* [AIM OF THE EXERCISE]:
All of the data below is to be written out again exactly.

* [RECORD EXCERPTS]:
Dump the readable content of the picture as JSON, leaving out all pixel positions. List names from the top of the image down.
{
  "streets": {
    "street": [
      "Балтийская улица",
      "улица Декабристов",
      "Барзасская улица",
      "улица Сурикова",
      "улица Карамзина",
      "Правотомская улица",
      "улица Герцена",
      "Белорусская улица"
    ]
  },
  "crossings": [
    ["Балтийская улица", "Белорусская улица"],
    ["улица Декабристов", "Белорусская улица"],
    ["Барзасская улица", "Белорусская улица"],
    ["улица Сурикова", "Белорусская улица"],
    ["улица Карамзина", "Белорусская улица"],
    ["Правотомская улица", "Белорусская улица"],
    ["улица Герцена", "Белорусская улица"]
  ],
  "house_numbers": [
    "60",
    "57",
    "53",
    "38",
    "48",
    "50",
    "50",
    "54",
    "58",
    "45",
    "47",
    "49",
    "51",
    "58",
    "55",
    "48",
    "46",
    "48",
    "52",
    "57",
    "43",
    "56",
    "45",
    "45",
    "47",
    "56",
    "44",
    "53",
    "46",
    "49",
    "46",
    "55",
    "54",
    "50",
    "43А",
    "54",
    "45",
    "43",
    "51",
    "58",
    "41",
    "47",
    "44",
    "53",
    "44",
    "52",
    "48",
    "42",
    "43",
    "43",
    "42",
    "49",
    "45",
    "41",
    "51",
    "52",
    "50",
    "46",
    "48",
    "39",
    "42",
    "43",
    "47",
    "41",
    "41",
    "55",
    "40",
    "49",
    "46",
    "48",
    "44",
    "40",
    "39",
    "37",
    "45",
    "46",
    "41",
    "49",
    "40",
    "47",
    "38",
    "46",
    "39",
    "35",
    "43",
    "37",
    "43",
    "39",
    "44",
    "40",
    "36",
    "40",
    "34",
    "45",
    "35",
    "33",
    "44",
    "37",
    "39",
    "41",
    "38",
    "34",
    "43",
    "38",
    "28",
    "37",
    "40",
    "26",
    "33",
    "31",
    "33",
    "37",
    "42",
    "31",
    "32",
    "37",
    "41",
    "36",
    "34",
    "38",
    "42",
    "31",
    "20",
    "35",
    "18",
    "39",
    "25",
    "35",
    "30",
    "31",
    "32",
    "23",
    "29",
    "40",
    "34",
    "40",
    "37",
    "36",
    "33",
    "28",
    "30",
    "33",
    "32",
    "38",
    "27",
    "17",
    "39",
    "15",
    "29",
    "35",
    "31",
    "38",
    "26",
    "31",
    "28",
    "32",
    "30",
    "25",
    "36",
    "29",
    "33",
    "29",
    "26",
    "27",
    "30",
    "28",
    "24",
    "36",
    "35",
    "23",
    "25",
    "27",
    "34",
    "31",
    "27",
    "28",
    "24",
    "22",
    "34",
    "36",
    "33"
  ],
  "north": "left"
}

* [RESPONSE]:
Dump the readable content of the picture as JSON, leaving out all pixel positions. List names from the top of the image down.
{
  "streets": {
    "street": [
      "Балтийская улица",
      "улица Декабристов",
      "Барзасская улица",
      "улица Сурикова",
      "улица Карамзина",
      "Правотомская улица",
      "улица Герцена",
      "Белорусская улица"
    ]
  },
  "crossings": [
    ["Балтийская улица", "Белорусская улица"],
    ["улица Декабристов", "Белорусская улица"],
    ["Барзасская улица", "Белорусская улица"],
    ["улица Сурикова", "Белорусская улица"],
    ["улица Карамзина", "Белорусская улица"],
    ["Правотомская улица", "Белорусская улица"],
    ["улица Герцена", "Белорусская улица"]
  ],
  "house_numbers": [
    "60",
    "57",
    "53",
    "38",
    "48",
    "50",
    "50",
    "54",
    "58",
    "45",
    "47",
    "49",
    "51",
    "58",
    "55",
    "48",
    "46",
    "48",
    "52",
    "57",
    "43",
    "56",
    "45",
    "45",
    "47",
    "56",
    "44",
    "53",
    "46",
    "49",
    "46",
    "55",
    "54",
    "50",
    "43А",
    "54",
    "45",
    "43",
    "51",
    "58",
    "41",
    "47",
    "44",
    "53",
    "44",
    "52",
    "48",
    "42",
    "43",
    "43",
    "42",
    "49",
    "45",
    "41",
    "51",
    "52",
    "50",
    "46",
    "48",
    "39",
    "42",
    "43",
    "47",
    "41",
    "41",
    "55",
    "40",
    "49",
    "46",
    "48",
    "44",
    "40",
    "39",
    "37",
    "45",
    "46",
    "41",
    "49",
    "40",
    "47",
    "38",
    "46",
    "39",
    "35",
    "43",
    "37",
    "43",
    "39",
    "44",
    "40",
    "36",
    "40",
    "34",
    "45",
    "35",
    "33",
    "44",
    "37",
    "39",
    "41",
    "38",
    "34",
    "43",
    "38",
    "28",
    "37",
    "40",
    "26",
    "33",
    "31",
    "33",
    "37",
    "42",
    "31",
    "32",
    "37",
    "41",
    "36",
    "34",
    "38",
    "42",
    "31",
    "20",
    "35",
    "18",
    "39",
    "25",
    "35",
    "30",
    "31",
    "32",
    "23",
    "29",
    "40",
    "34",
    "40",
    "37",
    "36",
    "33",
    "28",
    "30",
    "33",
    "32",
    "38",
    "27",
    "17",
    "39",
    "15",
    "29",
    "35",
    "31",
    "38",
    "26",
    "31",
    "28",
    "32",
    "30",
    "25",
    "36",
    "29",
    "33",
    "29",
    "26",
    "27",
    "30",
    "28",
    "24",
    "36",
    "35",
    "23",
    "25",
    "27",
    "34",
    "31",
    "27",
    "28",
    "24",
    "22",
    "34",
    "36",
    "33"
  ],
  "north": "left"
}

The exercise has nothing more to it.